Now, in regards to your statement that you are not subject to code, that also is no correct. All 50 states have adopted a plumbing code and where your local municipality or county does not have a local code, the state code applies, although in many regions they don't require permits and inspections so many homeowners are left thinking there is no code requirements. In Ohio one can buy some land outsie the municipal district and build a house and the only permit and inspection you will encounter is for the septic tank & leech field; however, The lack of code enforcement by the local governing authority does not mean there is no code enforcement.

Since the great housing market crash the Federal Government has seriously tightened up on the banks in regards to the types of mortgages they can write.As a consequence the banks have had to really sharpen their pencils to keep their heads above water. Many banks have now hired their own code inspectors and they require an inspection before they will write a mortgage. In addition, many Insurance companies in those regions also have their own inspectors and they will not write or renew a homeowners policy on a structure with major code violations.
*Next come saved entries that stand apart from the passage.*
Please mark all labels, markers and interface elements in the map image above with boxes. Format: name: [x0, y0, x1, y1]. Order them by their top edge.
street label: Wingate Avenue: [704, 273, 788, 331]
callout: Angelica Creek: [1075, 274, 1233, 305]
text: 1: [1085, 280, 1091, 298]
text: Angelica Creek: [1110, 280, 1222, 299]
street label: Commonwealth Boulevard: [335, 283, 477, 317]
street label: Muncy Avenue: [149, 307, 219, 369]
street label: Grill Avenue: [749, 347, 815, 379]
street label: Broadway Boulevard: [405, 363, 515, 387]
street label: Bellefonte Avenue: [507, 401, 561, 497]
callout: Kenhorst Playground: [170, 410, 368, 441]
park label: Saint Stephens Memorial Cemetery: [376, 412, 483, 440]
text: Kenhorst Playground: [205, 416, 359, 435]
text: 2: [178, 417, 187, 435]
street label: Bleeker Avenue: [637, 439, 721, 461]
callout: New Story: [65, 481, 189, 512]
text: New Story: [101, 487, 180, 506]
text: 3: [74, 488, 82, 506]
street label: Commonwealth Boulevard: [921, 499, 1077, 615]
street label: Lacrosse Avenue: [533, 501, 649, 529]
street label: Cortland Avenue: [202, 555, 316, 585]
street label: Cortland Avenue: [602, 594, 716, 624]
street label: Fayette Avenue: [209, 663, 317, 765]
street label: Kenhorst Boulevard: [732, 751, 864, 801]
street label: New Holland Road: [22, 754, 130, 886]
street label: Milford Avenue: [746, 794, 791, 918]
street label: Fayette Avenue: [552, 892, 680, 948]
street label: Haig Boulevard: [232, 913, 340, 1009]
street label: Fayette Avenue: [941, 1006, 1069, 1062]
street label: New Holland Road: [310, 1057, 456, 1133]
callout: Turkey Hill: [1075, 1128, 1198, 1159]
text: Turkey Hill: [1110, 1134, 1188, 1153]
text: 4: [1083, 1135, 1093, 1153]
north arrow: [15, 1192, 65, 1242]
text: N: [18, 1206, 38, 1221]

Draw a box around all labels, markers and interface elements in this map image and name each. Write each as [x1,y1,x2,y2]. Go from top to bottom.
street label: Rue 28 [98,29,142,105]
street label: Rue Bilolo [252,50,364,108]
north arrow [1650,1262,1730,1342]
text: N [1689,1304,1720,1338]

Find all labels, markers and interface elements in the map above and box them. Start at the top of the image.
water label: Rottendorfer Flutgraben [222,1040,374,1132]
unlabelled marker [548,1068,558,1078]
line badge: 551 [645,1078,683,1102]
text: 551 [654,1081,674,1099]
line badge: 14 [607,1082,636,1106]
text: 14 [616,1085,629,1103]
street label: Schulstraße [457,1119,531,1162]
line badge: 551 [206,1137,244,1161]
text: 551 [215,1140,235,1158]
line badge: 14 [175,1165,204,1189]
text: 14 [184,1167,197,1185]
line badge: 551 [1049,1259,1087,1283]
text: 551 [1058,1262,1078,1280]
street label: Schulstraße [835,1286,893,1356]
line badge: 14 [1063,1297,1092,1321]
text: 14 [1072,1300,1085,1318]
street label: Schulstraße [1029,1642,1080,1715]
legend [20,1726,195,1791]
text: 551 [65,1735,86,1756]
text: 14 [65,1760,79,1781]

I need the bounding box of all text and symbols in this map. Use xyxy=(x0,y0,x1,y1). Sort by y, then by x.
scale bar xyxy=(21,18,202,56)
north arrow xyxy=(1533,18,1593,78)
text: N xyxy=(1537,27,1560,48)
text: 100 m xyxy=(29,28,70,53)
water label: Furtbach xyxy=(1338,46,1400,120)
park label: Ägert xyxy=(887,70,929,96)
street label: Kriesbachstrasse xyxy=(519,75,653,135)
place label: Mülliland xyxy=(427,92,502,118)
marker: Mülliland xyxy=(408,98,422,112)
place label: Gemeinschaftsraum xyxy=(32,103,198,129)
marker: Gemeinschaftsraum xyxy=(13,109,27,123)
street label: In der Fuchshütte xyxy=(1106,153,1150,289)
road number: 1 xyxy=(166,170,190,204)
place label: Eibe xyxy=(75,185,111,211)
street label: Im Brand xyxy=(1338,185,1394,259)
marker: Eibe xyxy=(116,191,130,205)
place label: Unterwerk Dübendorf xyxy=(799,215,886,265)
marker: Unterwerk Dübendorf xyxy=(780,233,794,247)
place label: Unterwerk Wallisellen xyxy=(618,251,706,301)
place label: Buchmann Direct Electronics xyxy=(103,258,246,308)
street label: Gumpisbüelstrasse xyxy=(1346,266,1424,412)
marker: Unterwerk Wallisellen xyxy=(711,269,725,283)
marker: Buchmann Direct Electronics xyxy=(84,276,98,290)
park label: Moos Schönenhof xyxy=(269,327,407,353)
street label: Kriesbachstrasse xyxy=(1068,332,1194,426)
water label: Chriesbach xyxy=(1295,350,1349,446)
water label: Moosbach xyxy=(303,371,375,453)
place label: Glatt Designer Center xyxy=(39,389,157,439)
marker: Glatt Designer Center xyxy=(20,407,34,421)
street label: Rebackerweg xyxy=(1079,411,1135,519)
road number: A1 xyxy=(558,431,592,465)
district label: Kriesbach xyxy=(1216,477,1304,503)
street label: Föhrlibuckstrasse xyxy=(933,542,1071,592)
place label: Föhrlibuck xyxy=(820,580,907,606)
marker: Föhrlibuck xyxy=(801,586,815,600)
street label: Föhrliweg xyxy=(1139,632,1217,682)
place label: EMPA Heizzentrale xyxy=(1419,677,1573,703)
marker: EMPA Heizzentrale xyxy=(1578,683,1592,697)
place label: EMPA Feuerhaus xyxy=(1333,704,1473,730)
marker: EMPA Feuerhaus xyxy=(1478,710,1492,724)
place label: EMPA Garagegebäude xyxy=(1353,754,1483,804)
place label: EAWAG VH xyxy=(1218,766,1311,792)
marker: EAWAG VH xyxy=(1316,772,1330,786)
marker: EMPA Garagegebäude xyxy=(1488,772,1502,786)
Now having said all of that,,,,,,

I have reviewed your plan and for the most part it it fine, but it would still require a bit of tweeking here and there. Actually it can be done much simpler but before I could give you the layout I need a bit of additional information...

1.I need to know which code is in effect in your area...If you don't know, tell me which state your in and I will look it up.

2.Is that tub a clawfoot tub or a skirted tub that will be mounted directly on the floor?